I don't see having to spend $1500 on a boykin puppy I sold my puppies for $400. I kept one of the puppies off the litter and she is doing great the only real problem I have with her is that she can be vocal when having to honor another dog. If you do find you a pup get you a good training program to follow and your dog should be good to go.
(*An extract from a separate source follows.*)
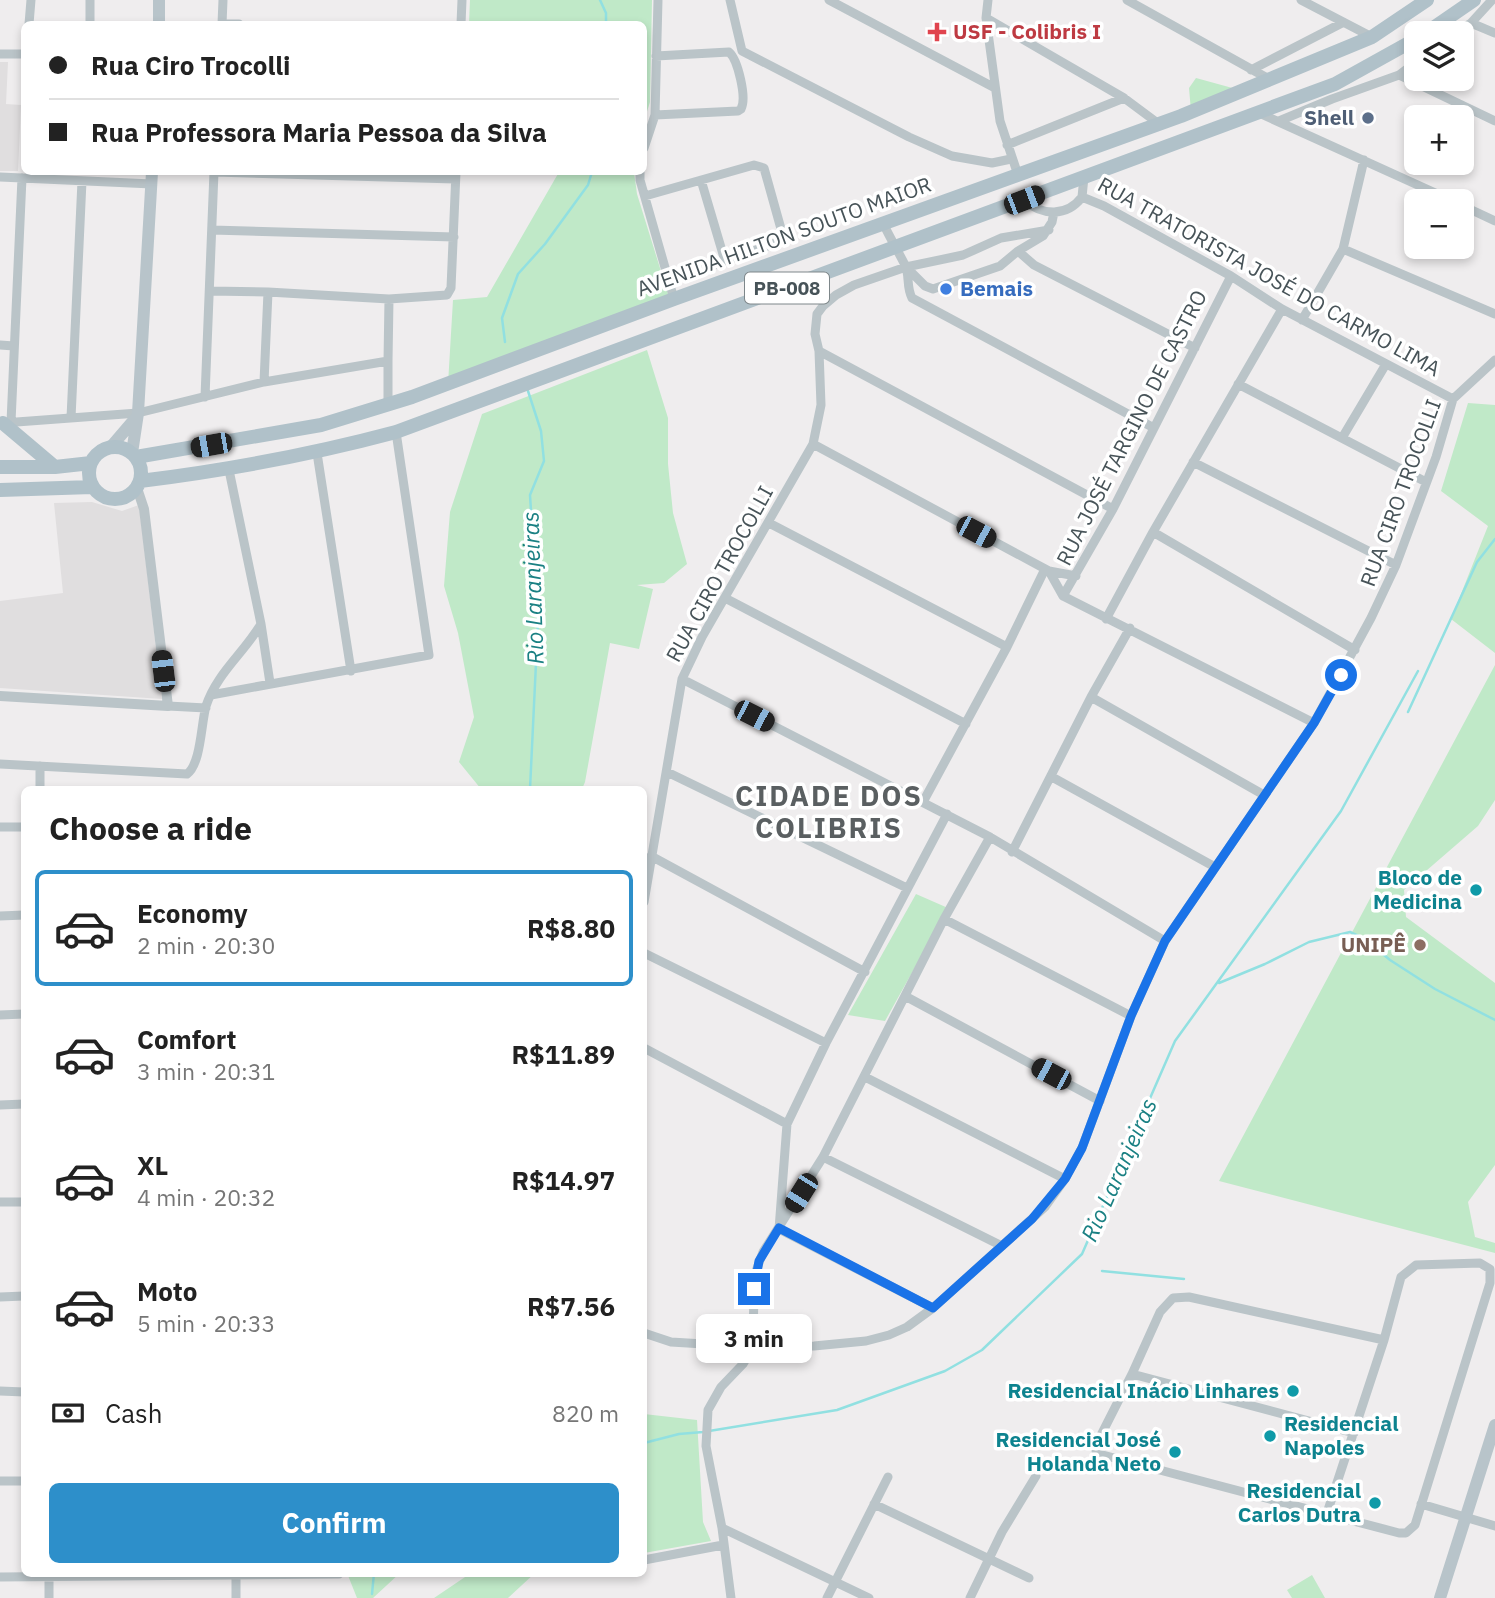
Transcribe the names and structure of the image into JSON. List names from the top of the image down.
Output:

I took my 9 month old duck hunting last weekend and she picked up every duck that I sent her on.


----------



## JBax26 (Jan 9, 2013)

I wouldn't shy away from a Boykin just because it costs $400 or so.  A $400 Boykin will do the same thing a $1500 Boykin will do.  It all depends on healthy parents, hunting background and putting it in the right enviroment at the right time.  One of the best Boykins i had was given to me for free.  I'll shoot you some info on a good breeder


----------



## ThunderRoad (Jan 9, 2013)

how much would i pay for a silver lab? i want one to take to the park and petsmart to meet good lookin womins.


----------



## Hairy Dawg (Jan 9, 2013)

Well all I can tell you is this. By the time you invest in all of the health clearances, if you're selling for $400, you're not making much of anything, if anything. Now, if you train & title your dog, you've got so much invested that you won't make much at $800 a pup, if anything.

When we mention backyard breeders, we're not talking about anybody who raises a litter at home. We're talking about somebody who has a dog or two, whose main purpose is making as much money off of them as possible. They don't do any health clearances, & pump out as many litters as possible, then sell them as cheap as possible so they move them quick. 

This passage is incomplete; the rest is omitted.